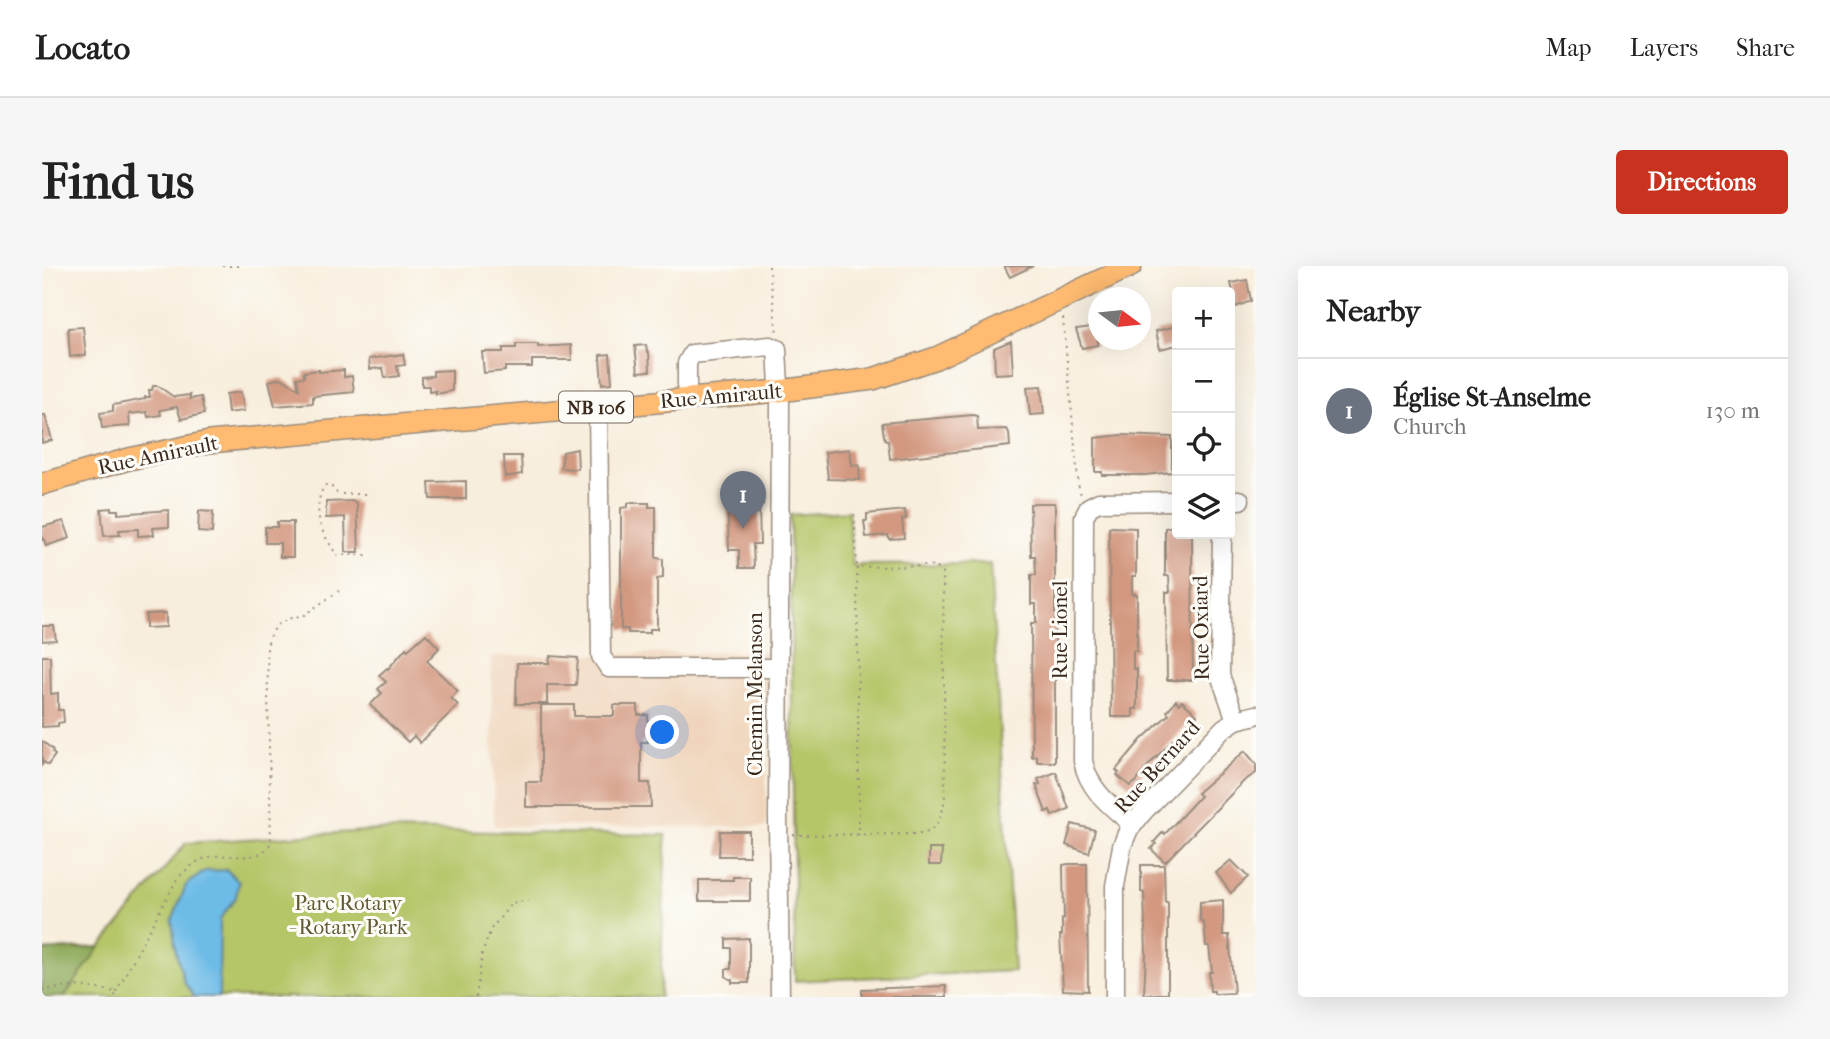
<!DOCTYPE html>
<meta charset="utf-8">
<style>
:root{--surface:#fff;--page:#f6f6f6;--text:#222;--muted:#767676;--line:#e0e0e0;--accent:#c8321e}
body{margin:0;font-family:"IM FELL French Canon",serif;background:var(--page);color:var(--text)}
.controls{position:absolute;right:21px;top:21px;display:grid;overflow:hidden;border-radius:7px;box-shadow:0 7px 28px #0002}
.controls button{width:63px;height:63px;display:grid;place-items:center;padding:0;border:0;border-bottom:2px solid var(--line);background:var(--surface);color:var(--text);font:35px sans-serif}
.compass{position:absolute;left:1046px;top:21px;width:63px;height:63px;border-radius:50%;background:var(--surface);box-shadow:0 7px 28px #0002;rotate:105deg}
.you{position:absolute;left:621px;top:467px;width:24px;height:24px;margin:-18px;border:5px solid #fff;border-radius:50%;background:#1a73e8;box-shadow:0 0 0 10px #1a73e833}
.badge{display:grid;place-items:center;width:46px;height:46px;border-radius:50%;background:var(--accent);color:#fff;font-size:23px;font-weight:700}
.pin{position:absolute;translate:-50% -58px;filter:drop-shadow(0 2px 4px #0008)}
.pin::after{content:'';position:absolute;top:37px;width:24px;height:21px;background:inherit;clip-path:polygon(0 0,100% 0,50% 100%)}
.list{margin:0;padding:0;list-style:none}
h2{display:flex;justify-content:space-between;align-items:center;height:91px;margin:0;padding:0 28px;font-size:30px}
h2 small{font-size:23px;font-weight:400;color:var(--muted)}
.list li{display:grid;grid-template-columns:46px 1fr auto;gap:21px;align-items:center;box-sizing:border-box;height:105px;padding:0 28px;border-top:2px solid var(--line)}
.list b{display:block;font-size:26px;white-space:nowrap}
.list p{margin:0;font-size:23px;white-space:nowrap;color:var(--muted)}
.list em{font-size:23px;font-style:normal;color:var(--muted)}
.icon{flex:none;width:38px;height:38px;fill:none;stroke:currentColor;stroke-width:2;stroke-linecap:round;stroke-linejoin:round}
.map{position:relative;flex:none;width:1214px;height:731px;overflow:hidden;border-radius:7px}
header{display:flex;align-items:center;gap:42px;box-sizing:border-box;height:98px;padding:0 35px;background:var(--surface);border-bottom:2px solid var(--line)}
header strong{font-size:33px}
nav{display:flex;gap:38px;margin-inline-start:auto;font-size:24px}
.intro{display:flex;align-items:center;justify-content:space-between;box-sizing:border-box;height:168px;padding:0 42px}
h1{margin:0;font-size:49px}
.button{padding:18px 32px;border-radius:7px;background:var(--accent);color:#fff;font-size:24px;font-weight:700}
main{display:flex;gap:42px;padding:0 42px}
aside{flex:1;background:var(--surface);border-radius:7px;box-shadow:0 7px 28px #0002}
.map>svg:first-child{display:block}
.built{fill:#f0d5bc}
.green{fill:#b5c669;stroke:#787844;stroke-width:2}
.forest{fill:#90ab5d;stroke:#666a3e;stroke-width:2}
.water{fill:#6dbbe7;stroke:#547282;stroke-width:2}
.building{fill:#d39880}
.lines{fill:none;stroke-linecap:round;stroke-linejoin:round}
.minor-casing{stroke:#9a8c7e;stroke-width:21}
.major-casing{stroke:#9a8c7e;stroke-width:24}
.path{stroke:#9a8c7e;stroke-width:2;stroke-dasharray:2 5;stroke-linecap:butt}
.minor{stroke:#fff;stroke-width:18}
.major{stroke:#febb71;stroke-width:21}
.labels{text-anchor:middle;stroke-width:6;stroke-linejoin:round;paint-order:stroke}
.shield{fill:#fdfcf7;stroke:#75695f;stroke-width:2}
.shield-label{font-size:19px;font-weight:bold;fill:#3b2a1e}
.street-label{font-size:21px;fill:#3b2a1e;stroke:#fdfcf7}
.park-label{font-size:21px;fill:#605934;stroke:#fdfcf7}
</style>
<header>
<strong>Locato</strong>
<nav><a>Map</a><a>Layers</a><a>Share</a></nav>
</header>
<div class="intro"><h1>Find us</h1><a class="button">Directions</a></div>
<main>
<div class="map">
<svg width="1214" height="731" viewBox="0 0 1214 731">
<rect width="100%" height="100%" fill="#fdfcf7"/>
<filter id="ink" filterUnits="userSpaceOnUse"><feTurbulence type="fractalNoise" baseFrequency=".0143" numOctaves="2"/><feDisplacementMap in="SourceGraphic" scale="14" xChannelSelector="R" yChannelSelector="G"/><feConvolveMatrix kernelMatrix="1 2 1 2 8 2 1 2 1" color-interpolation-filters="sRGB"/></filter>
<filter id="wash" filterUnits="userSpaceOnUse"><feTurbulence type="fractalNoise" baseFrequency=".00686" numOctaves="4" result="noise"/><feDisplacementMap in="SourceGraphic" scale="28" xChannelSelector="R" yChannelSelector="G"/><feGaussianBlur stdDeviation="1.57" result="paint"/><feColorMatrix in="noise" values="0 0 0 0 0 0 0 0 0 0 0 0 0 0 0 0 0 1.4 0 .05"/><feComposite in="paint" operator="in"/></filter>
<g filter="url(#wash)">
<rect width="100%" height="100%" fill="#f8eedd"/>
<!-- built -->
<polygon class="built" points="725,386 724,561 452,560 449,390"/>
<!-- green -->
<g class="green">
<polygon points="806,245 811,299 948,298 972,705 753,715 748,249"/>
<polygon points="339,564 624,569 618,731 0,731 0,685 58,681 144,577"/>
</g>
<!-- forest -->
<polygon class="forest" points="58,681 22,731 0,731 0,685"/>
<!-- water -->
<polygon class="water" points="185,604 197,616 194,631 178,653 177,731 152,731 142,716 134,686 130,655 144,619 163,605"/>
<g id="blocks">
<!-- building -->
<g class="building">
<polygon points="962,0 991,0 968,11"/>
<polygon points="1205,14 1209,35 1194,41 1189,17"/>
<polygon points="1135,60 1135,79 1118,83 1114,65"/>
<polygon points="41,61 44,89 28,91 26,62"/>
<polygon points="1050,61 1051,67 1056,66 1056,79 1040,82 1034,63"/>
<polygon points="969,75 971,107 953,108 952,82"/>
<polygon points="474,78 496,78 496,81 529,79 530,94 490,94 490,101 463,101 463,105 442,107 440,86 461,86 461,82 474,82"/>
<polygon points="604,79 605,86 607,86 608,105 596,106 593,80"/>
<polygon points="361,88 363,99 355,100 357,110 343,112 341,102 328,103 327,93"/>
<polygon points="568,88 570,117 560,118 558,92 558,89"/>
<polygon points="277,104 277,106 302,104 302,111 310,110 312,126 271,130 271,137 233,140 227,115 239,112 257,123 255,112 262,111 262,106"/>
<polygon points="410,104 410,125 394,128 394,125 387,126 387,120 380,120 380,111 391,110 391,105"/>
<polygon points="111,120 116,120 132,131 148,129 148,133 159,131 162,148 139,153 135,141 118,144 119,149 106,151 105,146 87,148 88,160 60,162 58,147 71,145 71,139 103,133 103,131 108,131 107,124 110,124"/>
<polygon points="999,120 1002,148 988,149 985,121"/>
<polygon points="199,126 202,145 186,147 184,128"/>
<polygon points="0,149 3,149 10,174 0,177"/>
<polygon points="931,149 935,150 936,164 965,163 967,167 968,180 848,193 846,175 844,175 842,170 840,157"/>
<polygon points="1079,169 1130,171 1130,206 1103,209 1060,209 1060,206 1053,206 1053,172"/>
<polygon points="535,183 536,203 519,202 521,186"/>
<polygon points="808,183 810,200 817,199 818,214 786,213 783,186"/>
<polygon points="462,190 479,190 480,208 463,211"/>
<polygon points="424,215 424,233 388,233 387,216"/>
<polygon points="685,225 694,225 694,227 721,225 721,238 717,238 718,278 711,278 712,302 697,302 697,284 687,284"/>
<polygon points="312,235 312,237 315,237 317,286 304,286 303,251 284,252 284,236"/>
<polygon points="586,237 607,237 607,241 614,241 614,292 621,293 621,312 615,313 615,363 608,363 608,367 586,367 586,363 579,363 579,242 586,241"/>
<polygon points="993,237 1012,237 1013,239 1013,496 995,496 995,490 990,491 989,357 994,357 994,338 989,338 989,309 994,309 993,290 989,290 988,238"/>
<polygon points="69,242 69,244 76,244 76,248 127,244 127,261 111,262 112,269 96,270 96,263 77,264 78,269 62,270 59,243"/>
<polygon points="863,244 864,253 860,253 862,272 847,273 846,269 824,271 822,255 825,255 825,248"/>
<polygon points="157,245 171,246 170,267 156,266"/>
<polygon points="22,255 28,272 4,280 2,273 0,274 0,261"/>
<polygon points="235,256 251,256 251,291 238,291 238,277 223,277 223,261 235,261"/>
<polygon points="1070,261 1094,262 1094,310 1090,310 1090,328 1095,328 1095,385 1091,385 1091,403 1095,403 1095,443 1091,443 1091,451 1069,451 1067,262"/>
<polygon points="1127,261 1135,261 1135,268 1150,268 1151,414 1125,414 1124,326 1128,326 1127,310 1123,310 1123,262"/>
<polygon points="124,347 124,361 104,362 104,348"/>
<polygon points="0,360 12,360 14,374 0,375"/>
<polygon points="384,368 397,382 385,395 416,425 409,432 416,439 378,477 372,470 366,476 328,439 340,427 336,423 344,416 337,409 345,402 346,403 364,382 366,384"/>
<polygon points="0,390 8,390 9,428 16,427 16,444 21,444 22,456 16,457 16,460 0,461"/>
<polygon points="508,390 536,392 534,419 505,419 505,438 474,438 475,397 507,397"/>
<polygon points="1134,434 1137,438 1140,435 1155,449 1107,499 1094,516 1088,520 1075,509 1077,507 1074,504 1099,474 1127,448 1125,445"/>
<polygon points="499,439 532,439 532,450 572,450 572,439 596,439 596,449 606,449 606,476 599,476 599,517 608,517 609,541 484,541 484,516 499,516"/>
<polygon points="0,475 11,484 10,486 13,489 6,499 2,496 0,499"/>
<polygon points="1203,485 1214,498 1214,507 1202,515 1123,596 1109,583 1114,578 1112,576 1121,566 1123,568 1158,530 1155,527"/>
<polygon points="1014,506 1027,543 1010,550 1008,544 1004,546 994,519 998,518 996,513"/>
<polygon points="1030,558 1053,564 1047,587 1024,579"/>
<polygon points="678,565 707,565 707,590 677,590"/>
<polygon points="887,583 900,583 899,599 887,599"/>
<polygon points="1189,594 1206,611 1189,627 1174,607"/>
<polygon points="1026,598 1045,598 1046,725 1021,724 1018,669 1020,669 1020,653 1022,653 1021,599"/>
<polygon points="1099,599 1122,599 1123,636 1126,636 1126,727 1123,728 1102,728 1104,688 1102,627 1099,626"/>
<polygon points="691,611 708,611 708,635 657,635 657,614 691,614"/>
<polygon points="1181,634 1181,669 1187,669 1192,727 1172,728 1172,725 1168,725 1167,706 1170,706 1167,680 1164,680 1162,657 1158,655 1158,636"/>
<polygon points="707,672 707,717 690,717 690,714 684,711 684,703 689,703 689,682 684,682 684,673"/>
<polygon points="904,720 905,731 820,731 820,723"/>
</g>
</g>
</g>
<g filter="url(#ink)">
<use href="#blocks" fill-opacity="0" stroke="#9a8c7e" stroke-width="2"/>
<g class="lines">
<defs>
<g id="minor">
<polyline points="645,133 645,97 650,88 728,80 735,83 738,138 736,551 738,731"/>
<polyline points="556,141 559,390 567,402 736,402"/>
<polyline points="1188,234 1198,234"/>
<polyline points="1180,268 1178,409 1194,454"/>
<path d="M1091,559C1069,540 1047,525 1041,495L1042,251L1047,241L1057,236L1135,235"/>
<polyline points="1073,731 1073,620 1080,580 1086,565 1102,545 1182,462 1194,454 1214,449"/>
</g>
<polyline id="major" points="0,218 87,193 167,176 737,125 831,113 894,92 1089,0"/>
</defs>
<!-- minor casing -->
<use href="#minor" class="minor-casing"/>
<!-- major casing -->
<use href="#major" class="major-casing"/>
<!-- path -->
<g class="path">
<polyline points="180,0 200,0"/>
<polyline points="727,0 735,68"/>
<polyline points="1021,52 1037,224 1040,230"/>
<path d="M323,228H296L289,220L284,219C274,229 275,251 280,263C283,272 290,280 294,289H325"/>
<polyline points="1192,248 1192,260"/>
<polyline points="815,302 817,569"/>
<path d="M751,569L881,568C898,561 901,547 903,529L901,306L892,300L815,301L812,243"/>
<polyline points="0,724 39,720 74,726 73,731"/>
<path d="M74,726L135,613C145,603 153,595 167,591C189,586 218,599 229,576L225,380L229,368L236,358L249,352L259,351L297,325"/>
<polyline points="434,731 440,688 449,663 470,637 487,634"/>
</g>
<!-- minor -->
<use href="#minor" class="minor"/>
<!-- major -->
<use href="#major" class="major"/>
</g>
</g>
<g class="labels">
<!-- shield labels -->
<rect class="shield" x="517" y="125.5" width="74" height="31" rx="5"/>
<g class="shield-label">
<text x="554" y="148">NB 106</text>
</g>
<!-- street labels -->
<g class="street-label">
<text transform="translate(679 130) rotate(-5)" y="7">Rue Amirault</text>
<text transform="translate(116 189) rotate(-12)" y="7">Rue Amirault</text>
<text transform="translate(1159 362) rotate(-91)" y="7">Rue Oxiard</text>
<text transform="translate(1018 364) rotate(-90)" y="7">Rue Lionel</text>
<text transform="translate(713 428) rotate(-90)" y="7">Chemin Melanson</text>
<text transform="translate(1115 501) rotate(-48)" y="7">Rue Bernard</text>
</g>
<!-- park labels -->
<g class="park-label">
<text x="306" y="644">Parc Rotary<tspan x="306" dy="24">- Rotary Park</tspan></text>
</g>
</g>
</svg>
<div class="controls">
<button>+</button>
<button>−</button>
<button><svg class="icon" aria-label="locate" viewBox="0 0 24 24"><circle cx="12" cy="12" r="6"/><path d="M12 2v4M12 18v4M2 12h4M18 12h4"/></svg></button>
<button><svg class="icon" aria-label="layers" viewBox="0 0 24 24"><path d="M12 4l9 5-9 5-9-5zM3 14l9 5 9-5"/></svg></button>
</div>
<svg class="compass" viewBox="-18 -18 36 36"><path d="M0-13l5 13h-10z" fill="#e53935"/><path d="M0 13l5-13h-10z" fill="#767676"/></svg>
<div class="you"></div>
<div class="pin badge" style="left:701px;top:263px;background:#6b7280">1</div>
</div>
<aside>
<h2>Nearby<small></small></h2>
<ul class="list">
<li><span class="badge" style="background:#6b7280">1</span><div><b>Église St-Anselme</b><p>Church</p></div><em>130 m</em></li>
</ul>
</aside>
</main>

·····

Exercise directions. Return only those lines of the records that contain the string "forest".

Answer to this task.
.forest{fill:#90ab5d;stroke:#666a3e;stroke-width:2}
<!-- forest -->
<polygon class="forest" points="58,681 22,731 0,731 0,685"/>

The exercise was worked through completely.